If, in Herbert's words, "The sense of horror and helplessness in the face of unrelenting madness is becoming overwhelming." . . . people are paying attention, and doing some hard thinking.

I think almarst , while he is sympathetic to the losses from terrorism, would feel strongly that American definitions of what terror is are dangerously narrow.

almarst-2001 - 03:42pm Mar 28, 2002 EST (#908 of 921)

gisterme 3/28/02 2:41pm

Feel free to substitute the MAD with a "credible deterrance" or the "poson pill".

Leave the rest of my assumptions as they are.

And, please, add one more: If you think the rest of the World will fall on its knees facing the New World Order designed for Anglo-Saxon nation's domination - think again. I tend not to believe the age of a New Anglo-Saxon Empire has come or will be accepted without a fight. Its not just a question wof wether US will attack Russia or China.

It is ultimatly a question wether this World is ready for neo-colonial-like domination. And in a matter of just a dosen of years will will be able to see who was right.

rshow55 - 03:42pm Mar 28, 2002 EST (#909 of 921) Delete Message

I'm reposting from the previous MD thread, from last year.

almarst-2001 - 12:00am May 22, 2001 EST (#4134 of 4138) quoted gisterme 5/21/01 1:49pm, in passages I indent, and responds

"Conditions really are different."

"They are. But not different enough for my expectations.

"nobody including the US has a clue about what to do now or quite how to act in this new environment."

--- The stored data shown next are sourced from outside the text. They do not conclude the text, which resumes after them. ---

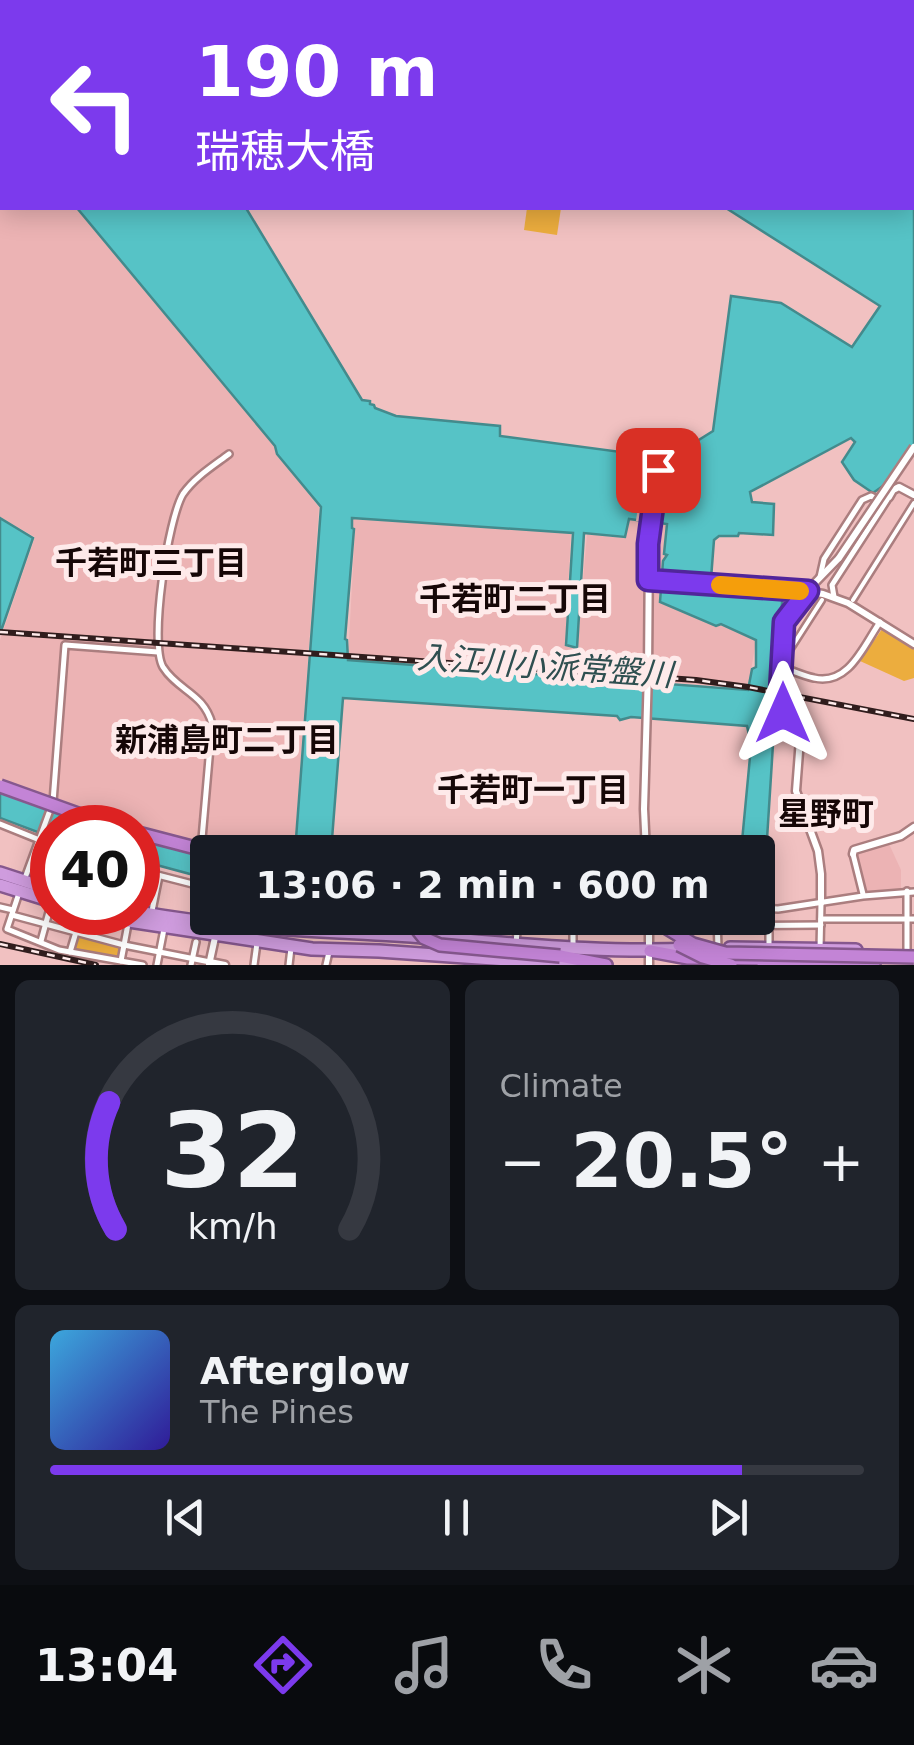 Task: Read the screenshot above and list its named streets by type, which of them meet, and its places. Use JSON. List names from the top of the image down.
{
  "districts": [
    "千若町三丁目",
    "千若町二丁目",
    "新浦島町二丁目",
    "千若町一丁目",
    "星野町"
  ],
  "water": ["入江川小派常盤川"],
  "page": {
    "turn": ["190 m", "瑞穂大橋"],
    "limit": "40",
    "trip": "13:06 · 2 min · 600 m",
    "tile": "Climate",
    "heat": ["−", "20.5°", "+"],
    "song": ["Afterglow", "The Pines"],
    "tabs": "13:04",
    "gauge": ["32", "km/h"]
  }
} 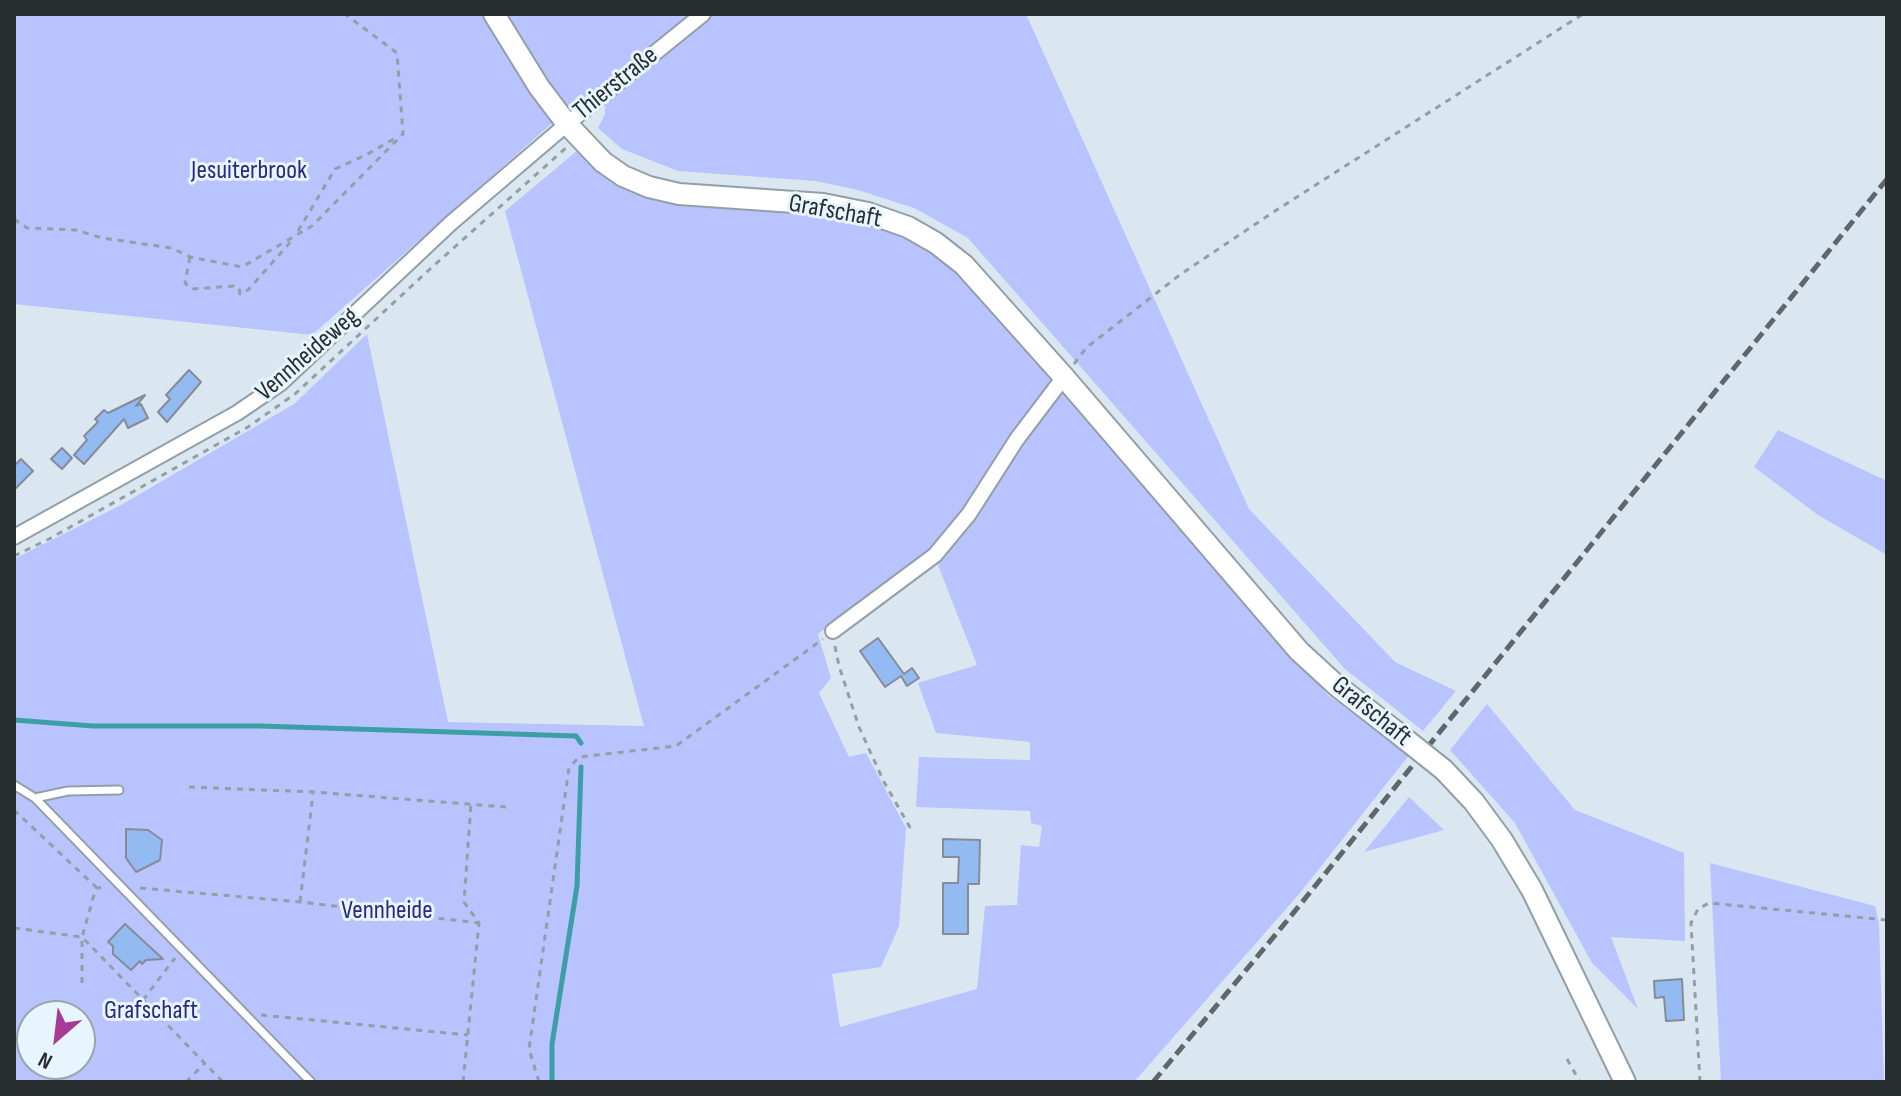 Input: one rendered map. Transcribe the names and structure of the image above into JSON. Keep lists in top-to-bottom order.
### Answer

"Most likely so. But that not an impression you get if you listen to Ramsfeld or Wolfoviz or Bzezinsky.

"There are new challenges (or anceint ones revived) but few can be solved by force."

"That was always true, wasn't it? But one would come to a opposite conclusion by studying the US military budget, operational doctrine and wearpons development programs.

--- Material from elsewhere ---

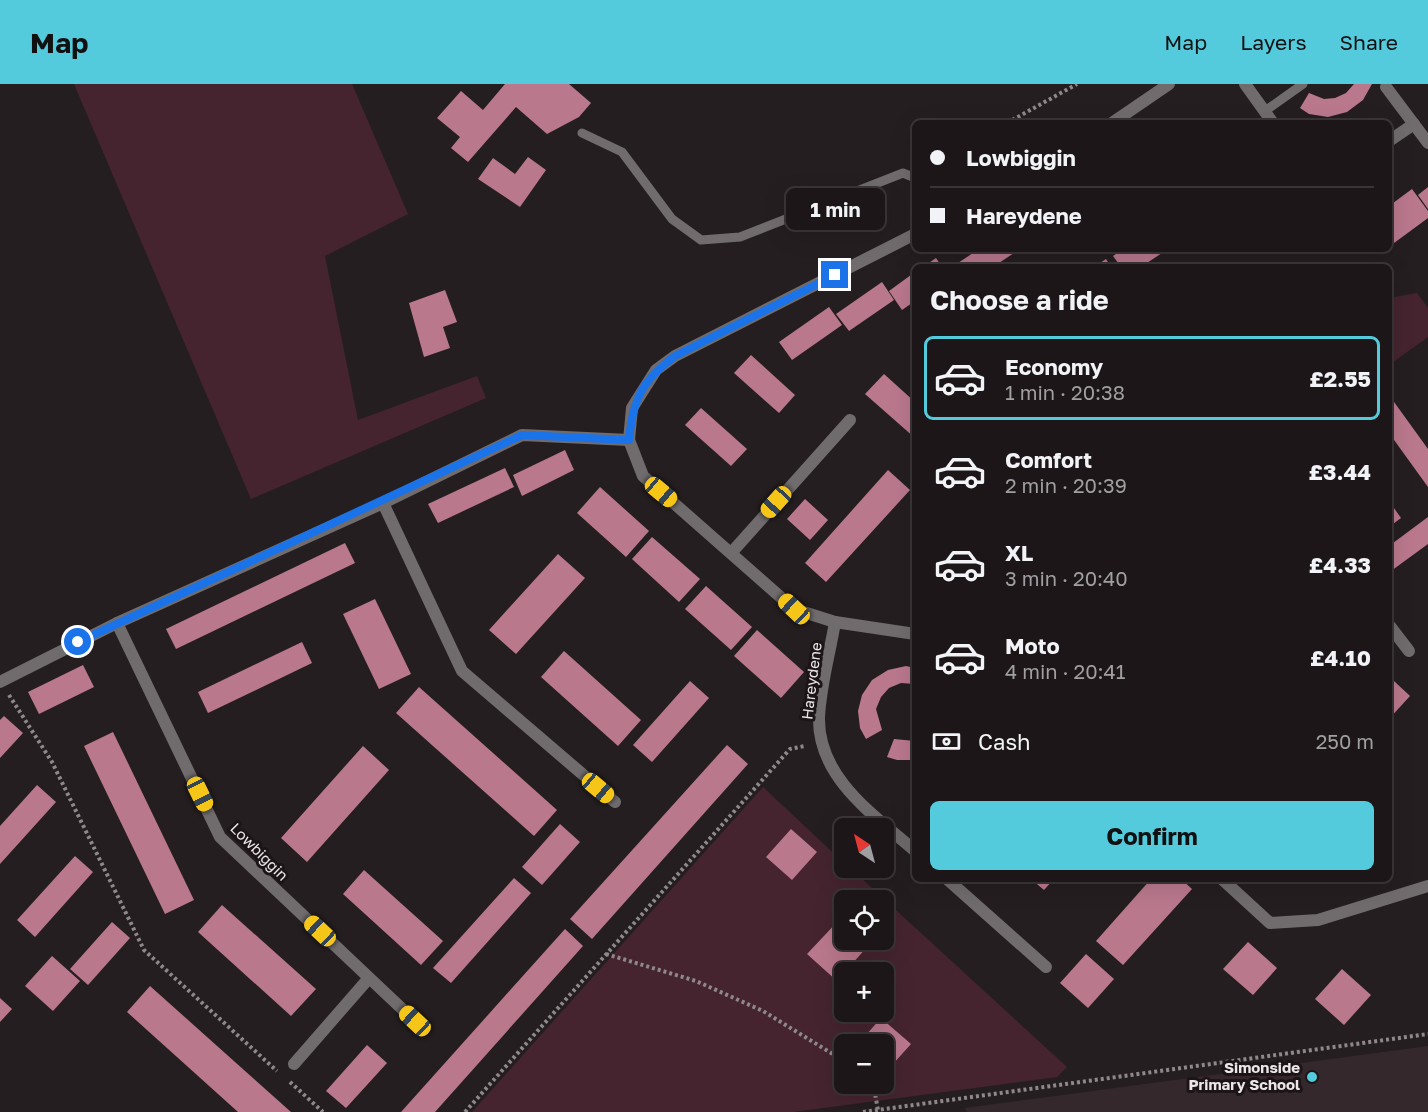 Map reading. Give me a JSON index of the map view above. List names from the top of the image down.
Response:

"Fortunately, adaptation is one of the strong points of our species. :-) "

"Some hope to "adapt" the others into submission while self adapting to the permanent "masters" and half-Gods. Nothing new here.

"The major and rather fearsome change I see is an attitude of the public to the war and the ability to conduct a "safe" and remote "photogenic" acts of crimes, aggression, destruction and cold-blooded mass-murder. So "beautefull" and even "funny" (remember the footage of bombing the Iraqi bridge blown by a laser-guided missiles fired from a stealth bomber, just in front of a poor motorist), the Pentagon is just proud to provide a footage to the evening news. No PG lable attached. Children could enjoy.

"Once upon a time the war was a dirty and dangerous endeavour. How many people could be killed by a single, even the fittest and most brutal Rome's Legioner in a buttle?

"And now, the moderately fat undergraduate can destroy a city or nation between two cans of bear. And still have a time to watch the nightly Football game.

"That is what is really new.

rshowalter - 05:52am May 22, 2001 EST (#4135 of 4138) Robert Showalter mrshowalter@thedawn.com

"almarst , that's a superb post.

"In a NYT WEEK IN REVIEW earlier this year, James Dao wrote a wonderful essay. It was titled.

" Please Do Not Disturb us with Bombs."

"It set out the argument for missile defense very well in the terms in which people mostly argue for it -- and set that argument out just below a picture showing a gross servoinstability in a recent ABM test -- showing how far short our technology actually remains, compared to the promises offered by the advocates of Missile Defense.

"The policy of the current administration, behind a pelthora of words, many of them evasive and off point, includes the notion set out in Dao's essay title, but says more. Basically, it says.

" Please do not disturb US with Bombs. But we can bomb YOU."

"The US has to do better than that - or it degrades itself --- and the rest of the world has to expect better than that, for its own safety, and because it degrades itself otherwise.